那珂川市で障害者の就労支援などを行う大野浩一さんが、クラウドファンディングを活用して開業。雇用創出の狙いもあり、障害者に瓶のラベル貼りやタンク清掃などを担ってもらっているという。大野さんは「世界中から太宰府に来る人々にビールで笑顔になってもらいたい」と話す。
ビールで地域貢献
福岡市中央区の大濠公園近くに22年9月に開店したマイクロブルーパブ「B.R.E.W.(ブリュー)」は、店内の醸造所で製造した5種類ほどのビールも提供。週1回のペースで、ホップ、麦芽、酵母などの組み合わせを変えたオリジナルビール(Sサイズ700円から)を開発し、店を訪れる度に異なる味を楽しめる。
オーナーの藤田航さんは大手酒造会社を退社後、ビール好きが高じて北海道のブルワリーで醸造を学んだ。「クラフトビールになじみのない人にもおいしさを感じてほしい」と意気込む。

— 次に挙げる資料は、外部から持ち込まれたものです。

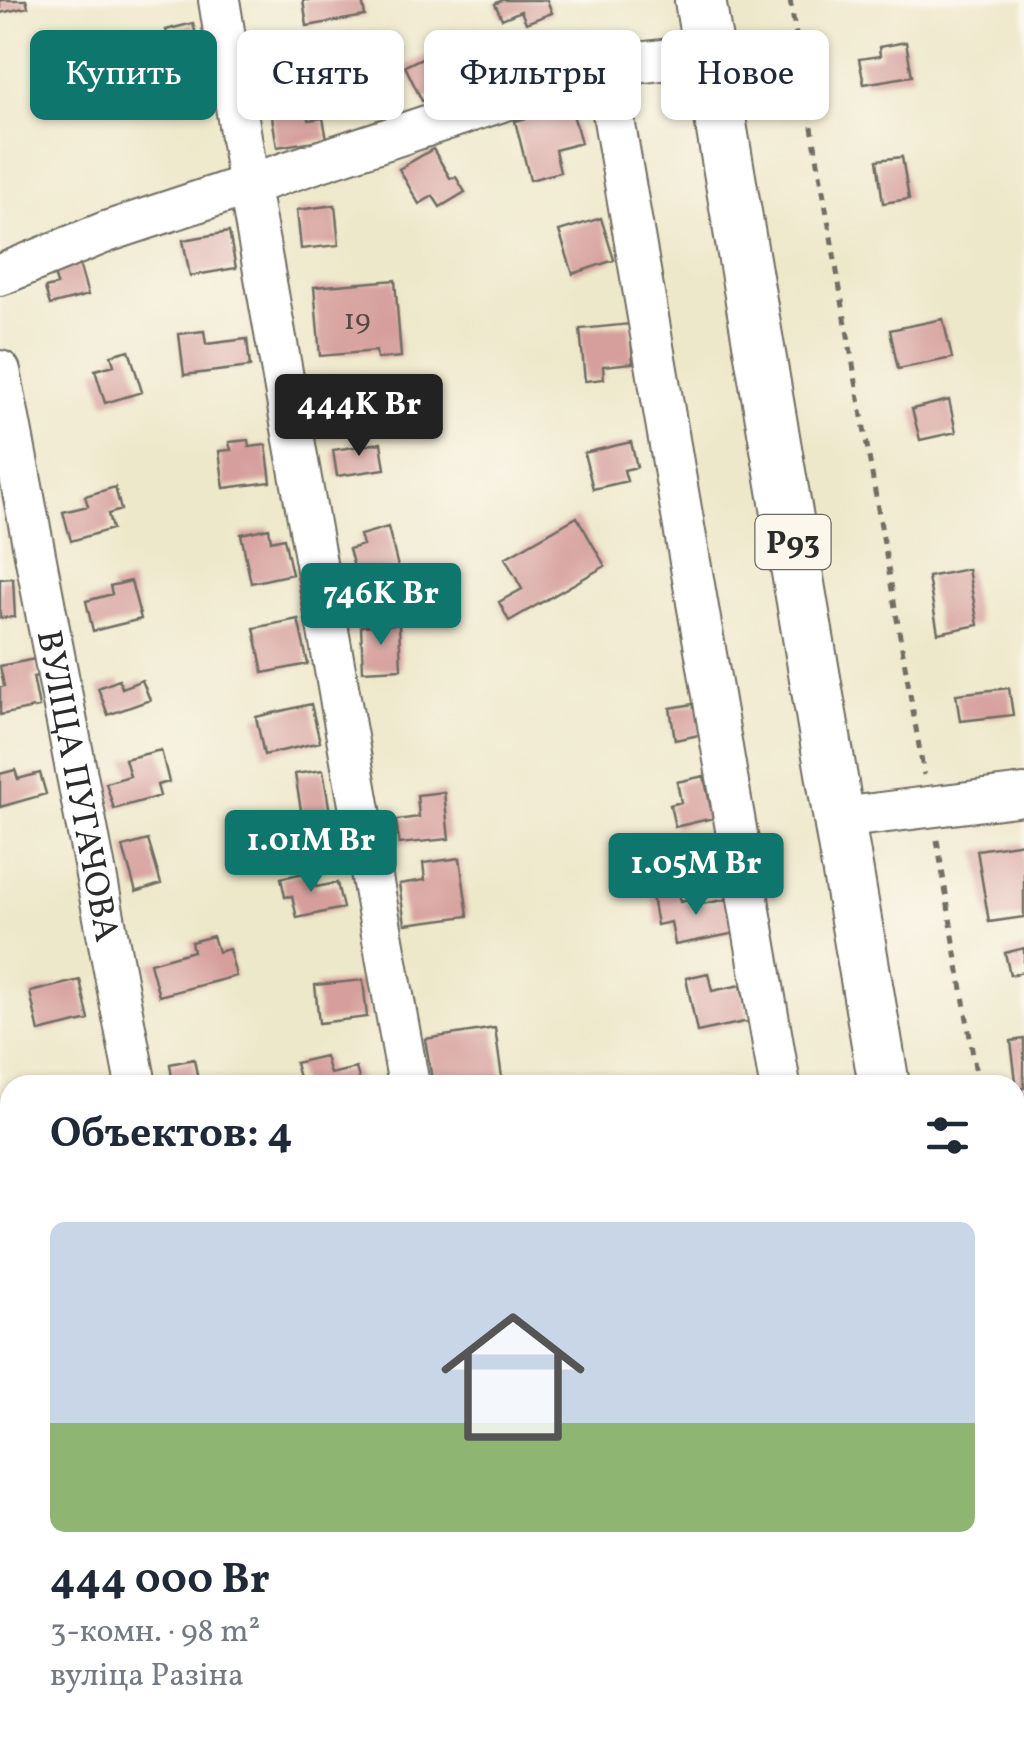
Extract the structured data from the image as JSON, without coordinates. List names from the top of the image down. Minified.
{"streets":{"main road":["Р93"],"street":["ВУЛІЦА ПУГАЧОВА"]},"house_numbers":["19"],"page":{"chip":["Купить","Снять","Фильтры","Новое"],"price":["444K Br","746K Br","1.01M Br","1.05M Br"],"heading":"Объектов: 4","list":[{"name":"444 000 Br","note":"3-комн. · 98 m² · вуліца Разіна"}]}}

柳川市の「ブルワリー柳河」は、みやま市の老舗酒造会社で杜氏(とうじ)を務める黒田信久さんが22年3月に開業。黒田さんは柳川市出身で、クラフトビールで地域貢献したいと醸造法を学び、日本酒を造る技術や経験も生かしてビールを製造しているという。
爽やかな酸味が効いた「ウィートエール」、香ばしい香りでデザートに合う黒ビール「スタウト」など4種類を提供。「柳川のおいしい食事と一緒に地元のビールを楽しんで」と話す。